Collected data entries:
_ _ _ _ _
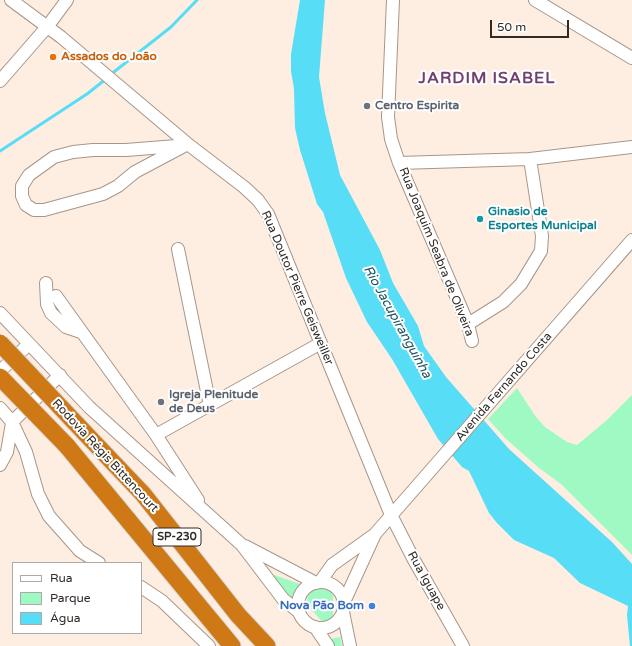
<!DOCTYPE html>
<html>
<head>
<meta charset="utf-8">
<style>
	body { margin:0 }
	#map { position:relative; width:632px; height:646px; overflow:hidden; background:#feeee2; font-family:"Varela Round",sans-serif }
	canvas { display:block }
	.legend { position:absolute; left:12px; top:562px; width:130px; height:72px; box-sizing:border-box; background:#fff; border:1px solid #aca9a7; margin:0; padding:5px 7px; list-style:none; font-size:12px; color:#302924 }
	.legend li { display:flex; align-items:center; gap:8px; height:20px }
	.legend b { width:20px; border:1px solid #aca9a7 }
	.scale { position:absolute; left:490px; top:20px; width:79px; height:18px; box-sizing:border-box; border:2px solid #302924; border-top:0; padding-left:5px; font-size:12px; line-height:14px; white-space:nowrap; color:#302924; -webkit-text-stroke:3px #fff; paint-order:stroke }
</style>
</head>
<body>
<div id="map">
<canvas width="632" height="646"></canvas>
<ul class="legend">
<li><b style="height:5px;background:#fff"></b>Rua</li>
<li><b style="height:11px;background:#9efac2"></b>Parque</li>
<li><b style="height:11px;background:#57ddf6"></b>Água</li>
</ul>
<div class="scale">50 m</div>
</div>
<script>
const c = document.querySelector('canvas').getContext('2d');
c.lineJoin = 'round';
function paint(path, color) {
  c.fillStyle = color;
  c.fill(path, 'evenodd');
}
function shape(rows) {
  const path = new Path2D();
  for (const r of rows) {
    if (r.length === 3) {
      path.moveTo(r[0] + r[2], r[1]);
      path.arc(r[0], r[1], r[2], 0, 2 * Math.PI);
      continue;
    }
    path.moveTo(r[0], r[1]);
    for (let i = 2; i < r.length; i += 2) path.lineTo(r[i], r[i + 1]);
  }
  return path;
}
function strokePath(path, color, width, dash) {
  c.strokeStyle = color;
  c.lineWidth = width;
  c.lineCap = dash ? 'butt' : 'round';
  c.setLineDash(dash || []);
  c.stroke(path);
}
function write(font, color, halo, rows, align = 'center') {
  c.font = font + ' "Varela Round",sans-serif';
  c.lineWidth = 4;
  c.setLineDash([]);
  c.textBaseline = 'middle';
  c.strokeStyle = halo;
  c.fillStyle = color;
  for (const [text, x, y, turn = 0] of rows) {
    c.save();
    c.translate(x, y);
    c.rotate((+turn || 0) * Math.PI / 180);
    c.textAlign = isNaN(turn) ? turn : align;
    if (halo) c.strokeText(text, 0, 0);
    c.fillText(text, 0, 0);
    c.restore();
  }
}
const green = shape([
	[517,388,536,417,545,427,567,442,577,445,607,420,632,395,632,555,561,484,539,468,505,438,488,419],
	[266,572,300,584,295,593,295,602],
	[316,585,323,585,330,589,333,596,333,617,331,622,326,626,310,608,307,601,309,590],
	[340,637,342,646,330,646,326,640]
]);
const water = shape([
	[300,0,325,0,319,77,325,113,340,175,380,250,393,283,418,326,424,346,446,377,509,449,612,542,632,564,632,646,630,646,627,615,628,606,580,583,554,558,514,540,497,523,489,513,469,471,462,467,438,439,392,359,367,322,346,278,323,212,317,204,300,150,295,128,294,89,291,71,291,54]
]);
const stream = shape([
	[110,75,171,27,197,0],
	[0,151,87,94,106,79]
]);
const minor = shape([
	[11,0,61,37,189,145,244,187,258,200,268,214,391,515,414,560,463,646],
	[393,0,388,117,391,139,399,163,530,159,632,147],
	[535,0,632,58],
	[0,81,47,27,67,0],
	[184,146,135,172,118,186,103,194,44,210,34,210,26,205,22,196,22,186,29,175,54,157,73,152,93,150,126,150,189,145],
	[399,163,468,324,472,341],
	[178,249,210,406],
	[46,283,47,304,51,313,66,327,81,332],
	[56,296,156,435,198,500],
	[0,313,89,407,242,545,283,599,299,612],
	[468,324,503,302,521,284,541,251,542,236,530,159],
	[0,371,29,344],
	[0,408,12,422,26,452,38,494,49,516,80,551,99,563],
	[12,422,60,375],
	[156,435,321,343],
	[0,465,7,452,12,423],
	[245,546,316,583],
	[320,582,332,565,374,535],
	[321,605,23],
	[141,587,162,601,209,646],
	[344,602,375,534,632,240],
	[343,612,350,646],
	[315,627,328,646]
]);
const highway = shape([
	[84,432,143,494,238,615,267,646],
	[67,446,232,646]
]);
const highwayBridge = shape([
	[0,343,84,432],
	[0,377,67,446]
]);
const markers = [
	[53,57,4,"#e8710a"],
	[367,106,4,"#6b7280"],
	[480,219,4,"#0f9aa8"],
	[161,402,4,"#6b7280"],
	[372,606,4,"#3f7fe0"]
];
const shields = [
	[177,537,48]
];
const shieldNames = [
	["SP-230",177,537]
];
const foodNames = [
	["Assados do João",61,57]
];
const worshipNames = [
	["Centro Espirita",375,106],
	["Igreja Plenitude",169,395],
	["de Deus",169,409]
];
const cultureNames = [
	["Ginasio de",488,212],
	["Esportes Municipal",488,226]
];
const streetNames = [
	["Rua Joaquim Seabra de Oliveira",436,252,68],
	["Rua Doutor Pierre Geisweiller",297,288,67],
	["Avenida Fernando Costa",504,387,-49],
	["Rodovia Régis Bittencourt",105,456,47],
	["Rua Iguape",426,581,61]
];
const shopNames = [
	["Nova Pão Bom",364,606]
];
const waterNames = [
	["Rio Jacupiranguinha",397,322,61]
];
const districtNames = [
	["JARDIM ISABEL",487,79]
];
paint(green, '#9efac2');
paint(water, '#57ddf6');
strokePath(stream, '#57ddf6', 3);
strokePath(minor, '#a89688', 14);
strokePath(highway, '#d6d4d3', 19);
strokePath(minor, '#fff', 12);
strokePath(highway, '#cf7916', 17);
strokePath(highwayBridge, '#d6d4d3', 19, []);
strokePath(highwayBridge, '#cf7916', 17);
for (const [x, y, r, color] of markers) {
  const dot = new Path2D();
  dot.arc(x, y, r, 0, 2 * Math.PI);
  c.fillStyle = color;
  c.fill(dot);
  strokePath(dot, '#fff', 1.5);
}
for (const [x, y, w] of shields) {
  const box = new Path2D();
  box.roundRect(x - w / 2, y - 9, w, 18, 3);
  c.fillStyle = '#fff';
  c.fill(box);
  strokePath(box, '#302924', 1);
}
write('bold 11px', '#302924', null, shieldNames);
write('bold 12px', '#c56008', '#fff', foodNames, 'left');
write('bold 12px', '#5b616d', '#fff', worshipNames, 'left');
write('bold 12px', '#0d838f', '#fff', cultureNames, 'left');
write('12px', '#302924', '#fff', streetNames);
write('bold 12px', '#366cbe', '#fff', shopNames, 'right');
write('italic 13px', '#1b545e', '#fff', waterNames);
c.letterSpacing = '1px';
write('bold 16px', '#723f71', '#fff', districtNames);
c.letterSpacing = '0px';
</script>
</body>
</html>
_ _ _ _ _
*How to complete this task*: Pick out every line above that holds the word "display" and copy it.

*Answer for the task*:
	canvas { display:block }
	.legend li { display:flex; align-items:center; gap:8px; height:20px }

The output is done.